Parly

Extra parlys
More story. 3rd and final main character

Chapter 3. Mo
Mo believed 1968 was the ‘Summer of love’. He wasn’t sure, not having been there physically (living in suburban UK) or mentally (only 6). 1976 was definitely the ‘Summer of punk’ though. Mo was there, one of the bands jumping bandwagons, changing his flares into drainpipes, covering his jacket with badges. The bands homemade bondage chic with sped up R/B was suddenly playing to hundreds of people at the Vortex or the Roxy. Unexpectedly part of a scene without ever having talked to anyone else associated with it, Mo was on a wage, £35 a week picked up from an office in Finsbury Park. It was small beer, but better than working on the building sites and furniture warehouses he was used to. There were some great gigs supporting Siouxsie at the Nashville, X-ray spex at the 100 Club and some bad ones in the suburbs, double booked with cabaret bands and being bottled and spat on by the press fed locals. Like any scene there were commoners and royalty. Mo was definitely in the former category, nursing his lager, watching on the periphery like a small drab bird, his imagination and daring stretching to short hair, tight jeans and a few safety pins. He loved the royalty though, the Bromley contingent with their sharp mix of peroxide, fishnets and eyeliner vying with their rivals, the Heartbreakers Entourage, a sleazier tribe of fur bondage and New York drug chic.

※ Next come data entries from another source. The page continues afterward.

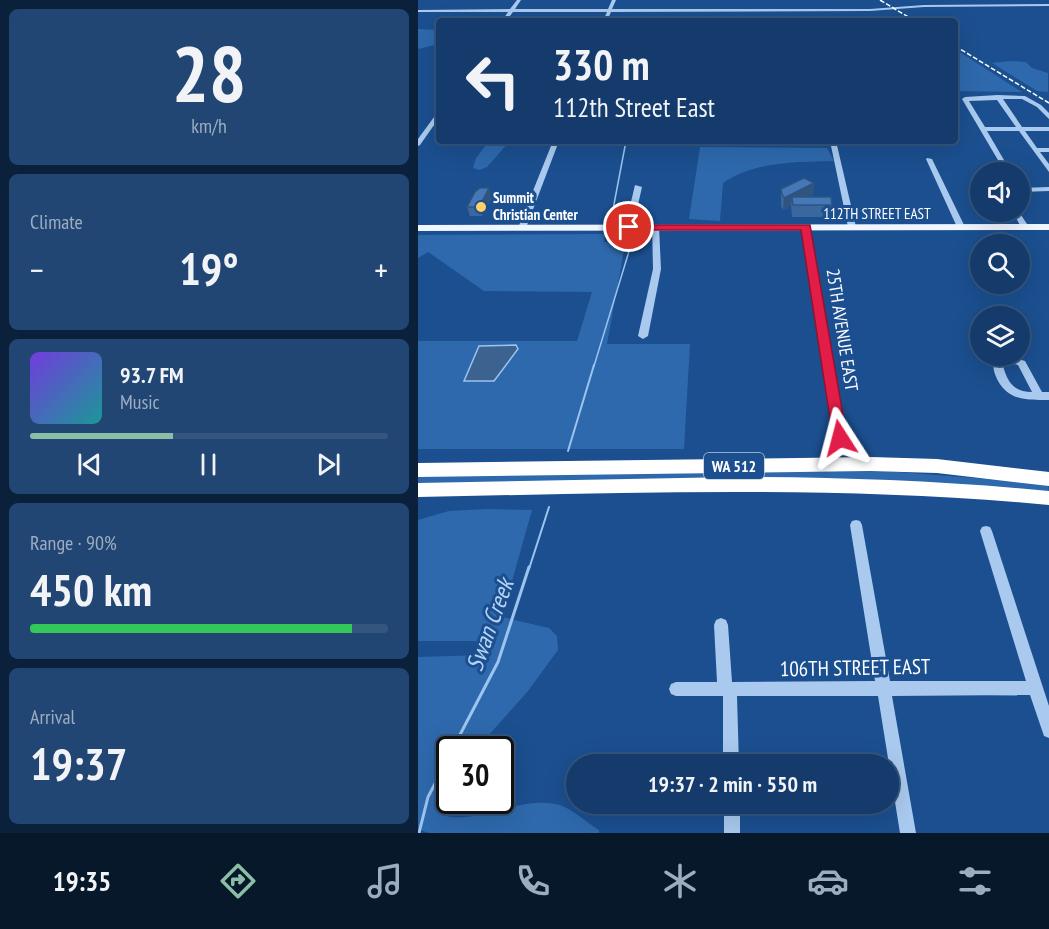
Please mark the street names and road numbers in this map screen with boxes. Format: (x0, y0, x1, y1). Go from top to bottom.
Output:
street label: 112TH STREET EAST (823, 204, 931, 223)
street label: 25TH AVENUE EAST (821, 267, 864, 393)
road number: WA 512 (704, 453, 764, 479)
street label: 106TH STREET EAST (780, 653, 931, 682)

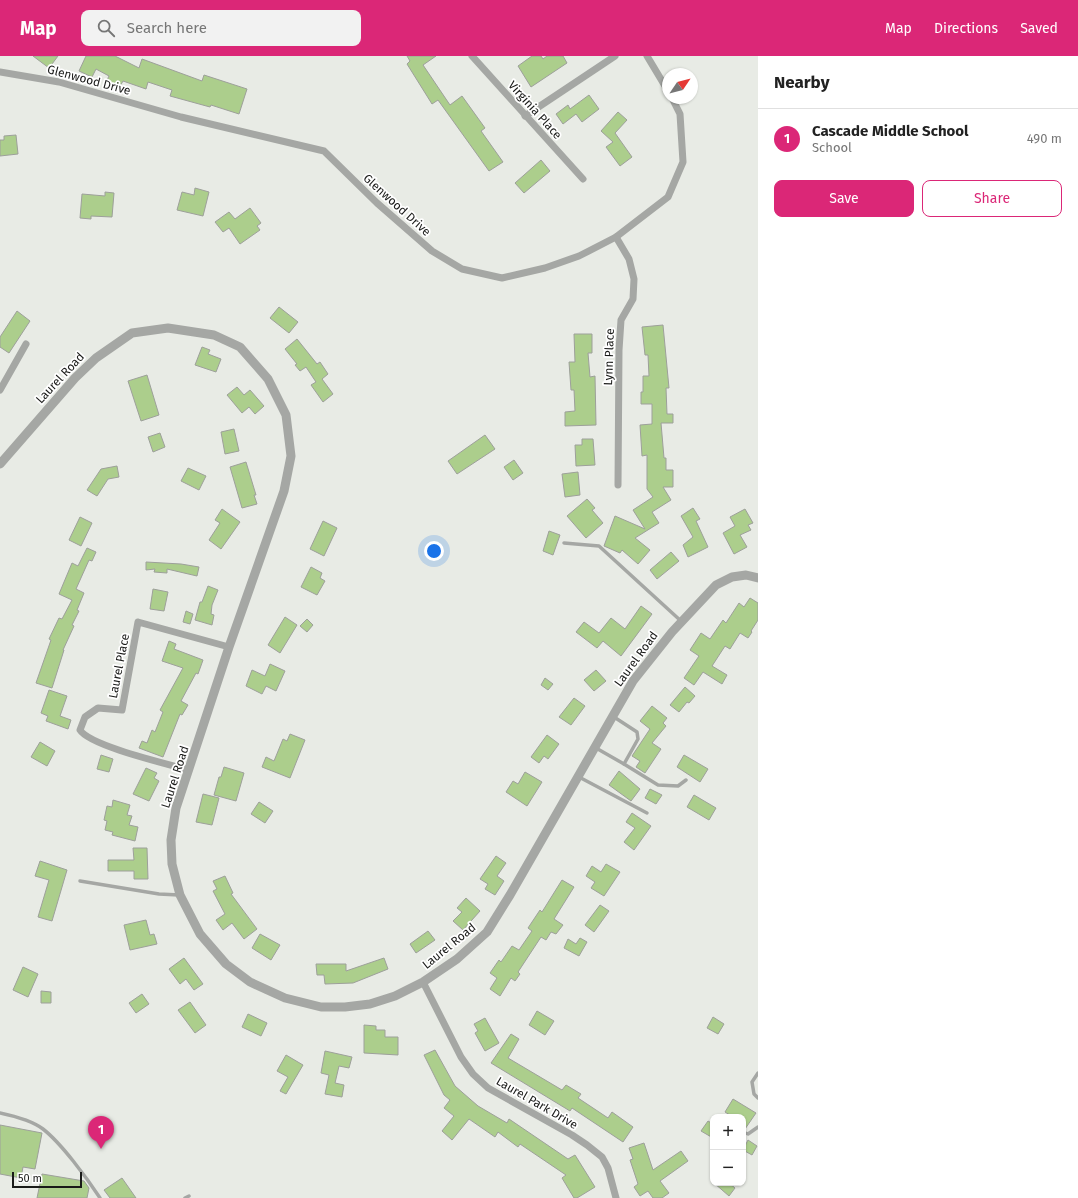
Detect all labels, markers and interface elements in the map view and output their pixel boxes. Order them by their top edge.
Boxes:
search box [81,10,361,46]
text: Map [20,17,57,40]
icon: search [95,17,117,39]
text: Search here [127,19,207,37]
text: Map [885,20,912,37]
text: Directions [934,20,998,37]
text: Saved [1020,20,1058,37]
street label: Glenwood Drive [46,62,132,98]
north arrow [662,68,698,104]
text: Nearby [774,72,829,93]
street label: Virginia Place [505,78,565,142]
text: Cascade Middle School [812,122,969,140]
text: 1 [784,131,790,146]
text: 490 m [1027,131,1062,146]
text: School [812,140,852,155]
street label: Glenwood Drive [360,171,434,239]
button: Save [774,180,914,217]
button: Share [922,180,1062,217]
street label: Lynn Place [601,328,617,386]
street label: Laurel Road [33,350,87,406]
your location [424,541,444,561]
street label: Laurel Road [611,629,661,689]
street label: Laurel Place [106,632,132,700]
street label: Laurel Road [158,744,192,810]
street label: Laurel Road [420,920,478,972]
street label: Laurel Park Drive [494,1074,580,1132]
map controls [710,1114,746,1186]
button: + [710,1114,746,1150]
pin: 1 [88,1116,114,1149]
button: − [710,1150,746,1186]
scale bar [12,1170,82,1189]
text: 50 m [18,1172,42,1185]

When the band came on, it didn’t matter who you were, you all pogoed together. He saw all the young unknowns, later to be stars, turning up to sound check in jeans and oxford bags but at night transformed into Adam and the Ants and Generation X. Names spray painted in dressing rooms, then on front pages. Reggae and punk bands mysteriously united in some vague rebellion. By 1978 Mo’s band was all over, the guitarist a dad at 17, the drummer returning to work for the council, making tea for the dustcarts. He often sat reflecting on the coincidences, the momentum, the sheer absurdity, incompetence, disorder and wit of it all.